## ABOUT THIS TASK
Are you able to retype all the records below exactly?

((

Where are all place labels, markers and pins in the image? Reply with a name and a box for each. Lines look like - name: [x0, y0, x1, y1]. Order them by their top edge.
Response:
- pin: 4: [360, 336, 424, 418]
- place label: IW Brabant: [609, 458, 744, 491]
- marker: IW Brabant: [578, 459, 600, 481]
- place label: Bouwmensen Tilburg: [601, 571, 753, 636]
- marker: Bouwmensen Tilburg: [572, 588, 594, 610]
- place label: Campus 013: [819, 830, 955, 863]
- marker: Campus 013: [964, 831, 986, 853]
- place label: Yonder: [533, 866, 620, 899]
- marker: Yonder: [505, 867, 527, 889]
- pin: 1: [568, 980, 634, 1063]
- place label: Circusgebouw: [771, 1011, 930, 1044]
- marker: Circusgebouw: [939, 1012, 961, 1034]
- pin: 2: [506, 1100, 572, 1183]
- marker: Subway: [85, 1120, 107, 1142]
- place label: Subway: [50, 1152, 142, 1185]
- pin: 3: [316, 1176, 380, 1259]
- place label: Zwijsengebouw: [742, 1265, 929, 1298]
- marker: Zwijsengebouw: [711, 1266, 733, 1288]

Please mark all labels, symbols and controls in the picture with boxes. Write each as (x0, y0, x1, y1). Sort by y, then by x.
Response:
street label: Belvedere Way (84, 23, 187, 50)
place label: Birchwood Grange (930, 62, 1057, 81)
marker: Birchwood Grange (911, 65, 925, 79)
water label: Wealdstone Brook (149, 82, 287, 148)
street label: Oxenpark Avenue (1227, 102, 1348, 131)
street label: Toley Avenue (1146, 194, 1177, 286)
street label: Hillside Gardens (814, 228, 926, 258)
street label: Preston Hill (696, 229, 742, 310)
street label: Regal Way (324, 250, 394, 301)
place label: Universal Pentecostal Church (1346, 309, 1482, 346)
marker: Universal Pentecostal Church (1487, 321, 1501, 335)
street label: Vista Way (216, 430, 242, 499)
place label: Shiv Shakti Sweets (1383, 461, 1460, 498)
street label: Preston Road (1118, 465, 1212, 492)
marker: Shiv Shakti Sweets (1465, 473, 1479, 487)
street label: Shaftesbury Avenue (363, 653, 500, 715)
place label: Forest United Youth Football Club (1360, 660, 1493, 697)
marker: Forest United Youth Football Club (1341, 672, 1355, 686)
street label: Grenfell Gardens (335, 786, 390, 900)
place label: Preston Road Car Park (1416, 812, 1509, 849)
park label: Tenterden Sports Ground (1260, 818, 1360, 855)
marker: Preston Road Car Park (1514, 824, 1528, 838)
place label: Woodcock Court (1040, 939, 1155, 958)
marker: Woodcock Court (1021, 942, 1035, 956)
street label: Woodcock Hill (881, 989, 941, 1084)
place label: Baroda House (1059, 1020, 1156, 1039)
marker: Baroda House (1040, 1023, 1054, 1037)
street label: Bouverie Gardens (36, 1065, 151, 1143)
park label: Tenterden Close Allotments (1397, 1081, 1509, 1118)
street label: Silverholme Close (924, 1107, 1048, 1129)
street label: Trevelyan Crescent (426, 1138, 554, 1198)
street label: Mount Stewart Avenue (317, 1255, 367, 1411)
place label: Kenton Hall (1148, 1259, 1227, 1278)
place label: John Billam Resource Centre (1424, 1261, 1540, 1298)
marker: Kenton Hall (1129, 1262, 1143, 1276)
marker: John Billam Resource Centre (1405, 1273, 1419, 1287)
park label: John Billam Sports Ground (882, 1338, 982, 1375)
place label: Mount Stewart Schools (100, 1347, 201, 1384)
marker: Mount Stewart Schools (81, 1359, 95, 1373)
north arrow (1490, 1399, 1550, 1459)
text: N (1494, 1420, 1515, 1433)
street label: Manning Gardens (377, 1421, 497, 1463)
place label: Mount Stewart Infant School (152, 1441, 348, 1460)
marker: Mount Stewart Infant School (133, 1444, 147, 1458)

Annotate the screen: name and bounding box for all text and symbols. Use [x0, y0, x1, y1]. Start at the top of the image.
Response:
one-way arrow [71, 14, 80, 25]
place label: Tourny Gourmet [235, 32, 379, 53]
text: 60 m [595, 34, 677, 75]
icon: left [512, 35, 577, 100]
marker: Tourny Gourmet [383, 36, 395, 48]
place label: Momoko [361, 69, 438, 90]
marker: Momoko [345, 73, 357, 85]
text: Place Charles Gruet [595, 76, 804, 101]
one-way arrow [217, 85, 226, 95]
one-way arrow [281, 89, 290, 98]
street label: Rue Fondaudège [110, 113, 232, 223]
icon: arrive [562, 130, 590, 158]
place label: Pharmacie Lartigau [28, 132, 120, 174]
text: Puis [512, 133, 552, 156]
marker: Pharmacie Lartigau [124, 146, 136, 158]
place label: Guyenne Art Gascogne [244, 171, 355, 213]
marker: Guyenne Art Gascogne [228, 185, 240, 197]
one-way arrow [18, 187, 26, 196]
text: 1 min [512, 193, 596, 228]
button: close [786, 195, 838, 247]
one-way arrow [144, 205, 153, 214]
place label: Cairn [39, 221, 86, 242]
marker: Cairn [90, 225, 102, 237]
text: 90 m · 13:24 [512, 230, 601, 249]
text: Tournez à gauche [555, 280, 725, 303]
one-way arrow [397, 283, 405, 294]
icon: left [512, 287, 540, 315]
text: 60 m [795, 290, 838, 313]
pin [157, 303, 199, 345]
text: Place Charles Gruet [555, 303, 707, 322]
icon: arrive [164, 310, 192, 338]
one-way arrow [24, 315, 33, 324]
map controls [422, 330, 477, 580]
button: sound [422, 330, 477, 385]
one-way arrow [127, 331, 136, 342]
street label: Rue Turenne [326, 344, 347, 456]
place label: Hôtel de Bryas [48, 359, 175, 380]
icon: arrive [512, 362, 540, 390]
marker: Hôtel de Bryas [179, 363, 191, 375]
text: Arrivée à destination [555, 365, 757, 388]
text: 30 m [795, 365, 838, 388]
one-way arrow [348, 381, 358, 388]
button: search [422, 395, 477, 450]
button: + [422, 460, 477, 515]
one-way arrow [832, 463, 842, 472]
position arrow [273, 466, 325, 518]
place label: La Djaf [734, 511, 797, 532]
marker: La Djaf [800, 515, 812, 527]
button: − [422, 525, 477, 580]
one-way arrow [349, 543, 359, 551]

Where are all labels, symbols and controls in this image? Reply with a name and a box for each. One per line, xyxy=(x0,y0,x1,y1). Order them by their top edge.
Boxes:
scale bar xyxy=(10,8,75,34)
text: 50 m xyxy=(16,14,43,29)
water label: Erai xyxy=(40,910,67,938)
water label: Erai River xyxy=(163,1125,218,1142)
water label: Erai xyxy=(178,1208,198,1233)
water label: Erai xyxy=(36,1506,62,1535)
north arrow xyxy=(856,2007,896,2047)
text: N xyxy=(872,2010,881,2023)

))

## SOLUTION TO THIS EXERCISE
Where are all place labels, markers and pins in the image? Reply with a name and a box for each. Lines look like - name: [x0, y0, x1, y1]. Order them by their top edge.
Response:
- pin: 4: [360, 336, 424, 418]
- place label: IW Brabant: [609, 458, 744, 491]
- marker: IW Brabant: [578, 459, 600, 481]
- place label: Bouwmensen Tilburg: [601, 571, 753, 636]
- marker: Bouwmensen Tilburg: [572, 588, 594, 610]
- place label: Campus 013: [819, 830, 955, 863]
- marker: Campus 013: [964, 831, 986, 853]
- place label: Yonder: [533, 866, 620, 899]
- marker: Yonder: [505, 867, 527, 889]
- pin: 1: [568, 980, 634, 1063]
- place label: Circusgebouw: [771, 1011, 930, 1044]
- marker: Circusgebouw: [939, 1012, 961, 1034]
- pin: 2: [506, 1100, 572, 1183]
- marker: Subway: [85, 1120, 107, 1142]
- place label: Subway: [50, 1152, 142, 1185]
- pin: 3: [316, 1176, 380, 1259]
- place label: Zwijsengebouw: [742, 1265, 929, 1298]
- marker: Zwijsengebouw: [711, 1266, 733, 1288]

Please mark all labels, symbols and controls in the picture with boxes. Write each as (x0, y0, x1, y1). Sort by y, then by x.
Response:
street label: Belvedere Way (84, 23, 187, 50)
place label: Birchwood Grange (930, 62, 1057, 81)
marker: Birchwood Grange (911, 65, 925, 79)
water label: Wealdstone Brook (149, 82, 287, 148)
street label: Oxenpark Avenue (1227, 102, 1348, 131)
street label: Toley Avenue (1146, 194, 1177, 286)
street label: Hillside Gardens (814, 228, 926, 258)
street label: Preston Hill (696, 229, 742, 310)
street label: Regal Way (324, 250, 394, 301)
place label: Universal Pentecostal Church (1346, 309, 1482, 346)
marker: Universal Pentecostal Church (1487, 321, 1501, 335)
street label: Vista Way (216, 430, 242, 499)
place label: Shiv Shakti Sweets (1383, 461, 1460, 498)
street label: Preston Road (1118, 465, 1212, 492)
marker: Shiv Shakti Sweets (1465, 473, 1479, 487)
street label: Shaftesbury Avenue (363, 653, 500, 715)
place label: Forest United Youth Football Club (1360, 660, 1493, 697)
marker: Forest United Youth Football Club (1341, 672, 1355, 686)
street label: Grenfell Gardens (335, 786, 390, 900)
place label: Preston Road Car Park (1416, 812, 1509, 849)
park label: Tenterden Sports Ground (1260, 818, 1360, 855)
marker: Preston Road Car Park (1514, 824, 1528, 838)
place label: Woodcock Court (1040, 939, 1155, 958)
marker: Woodcock Court (1021, 942, 1035, 956)
street label: Woodcock Hill (881, 989, 941, 1084)
place label: Baroda House (1059, 1020, 1156, 1039)
marker: Baroda House (1040, 1023, 1054, 1037)
street label: Bouverie Gardens (36, 1065, 151, 1143)
park label: Tenterden Close Allotments (1397, 1081, 1509, 1118)
street label: Silverholme Close (924, 1107, 1048, 1129)
street label: Trevelyan Crescent (426, 1138, 554, 1198)
street label: Mount Stewart Avenue (317, 1255, 367, 1411)
place label: Kenton Hall (1148, 1259, 1227, 1278)
place label: John Billam Resource Centre (1424, 1261, 1540, 1298)
marker: Kenton Hall (1129, 1262, 1143, 1276)
marker: John Billam Resource Centre (1405, 1273, 1419, 1287)
park label: John Billam Sports Ground (882, 1338, 982, 1375)
place label: Mount Stewart Schools (100, 1347, 201, 1384)
marker: Mount Stewart Schools (81, 1359, 95, 1373)
north arrow (1490, 1399, 1550, 1459)
text: N (1494, 1420, 1515, 1433)
street label: Manning Gardens (377, 1421, 497, 1463)
place label: Mount Stewart Infant School (152, 1441, 348, 1460)
marker: Mount Stewart Infant School (133, 1444, 147, 1458)

Annotate the screen: name and bounding box for all text and symbols. Use [x0, y0, x1, y1]. Start at the top of the image.
Response:
one-way arrow [71, 14, 80, 25]
place label: Tourny Gourmet [235, 32, 379, 53]
text: 60 m [595, 34, 677, 75]
icon: left [512, 35, 577, 100]
marker: Tourny Gourmet [383, 36, 395, 48]
place label: Momoko [361, 69, 438, 90]
marker: Momoko [345, 73, 357, 85]
text: Place Charles Gruet [595, 76, 804, 101]
one-way arrow [217, 85, 226, 95]
one-way arrow [281, 89, 290, 98]
street label: Rue Fondaudège [110, 113, 232, 223]
icon: arrive [562, 130, 590, 158]
place label: Pharmacie Lartigau [28, 132, 120, 174]
text: Puis [512, 133, 552, 156]
marker: Pharmacie Lartigau [124, 146, 136, 158]
place label: Guyenne Art Gascogne [244, 171, 355, 213]
marker: Guyenne Art Gascogne [228, 185, 240, 197]
one-way arrow [18, 187, 26, 196]
text: 1 min [512, 193, 596, 228]
button: close [786, 195, 838, 247]
one-way arrow [144, 205, 153, 214]
place label: Cairn [39, 221, 86, 242]
marker: Cairn [90, 225, 102, 237]
text: 90 m · 13:24 [512, 230, 601, 249]
text: Tournez à gauche [555, 280, 725, 303]
one-way arrow [397, 283, 405, 294]
icon: left [512, 287, 540, 315]
text: 60 m [795, 290, 838, 313]
pin [157, 303, 199, 345]
text: Place Charles Gruet [555, 303, 707, 322]
icon: arrive [164, 310, 192, 338]
one-way arrow [24, 315, 33, 324]
map controls [422, 330, 477, 580]
button: sound [422, 330, 477, 385]
one-way arrow [127, 331, 136, 342]
street label: Rue Turenne [326, 344, 347, 456]
place label: Hôtel de Bryas [48, 359, 175, 380]
icon: arrive [512, 362, 540, 390]
marker: Hôtel de Bryas [179, 363, 191, 375]
text: Arrivée à destination [555, 365, 757, 388]
text: 30 m [795, 365, 838, 388]
one-way arrow [348, 381, 358, 388]
button: search [422, 395, 477, 450]
button: + [422, 460, 477, 515]
one-way arrow [832, 463, 842, 472]
position arrow [273, 466, 325, 518]
place label: La Djaf [734, 511, 797, 532]
marker: La Djaf [800, 515, 812, 527]
button: − [422, 525, 477, 580]
one-way arrow [349, 543, 359, 551]

Where are all labels, symbols and controls in this image? Reply with a name and a box for each. One per line, xyxy=(x0,y0,x1,y1). Order them by their top edge.
Boxes:
scale bar xyxy=(10,8,75,34)
text: 50 m xyxy=(16,14,43,29)
water label: Erai xyxy=(40,910,67,938)
water label: Erai River xyxy=(163,1125,218,1142)
water label: Erai xyxy=(178,1208,198,1233)
water label: Erai xyxy=(36,1506,62,1535)
north arrow xyxy=(856,2007,896,2047)
text: N xyxy=(872,2010,881,2023)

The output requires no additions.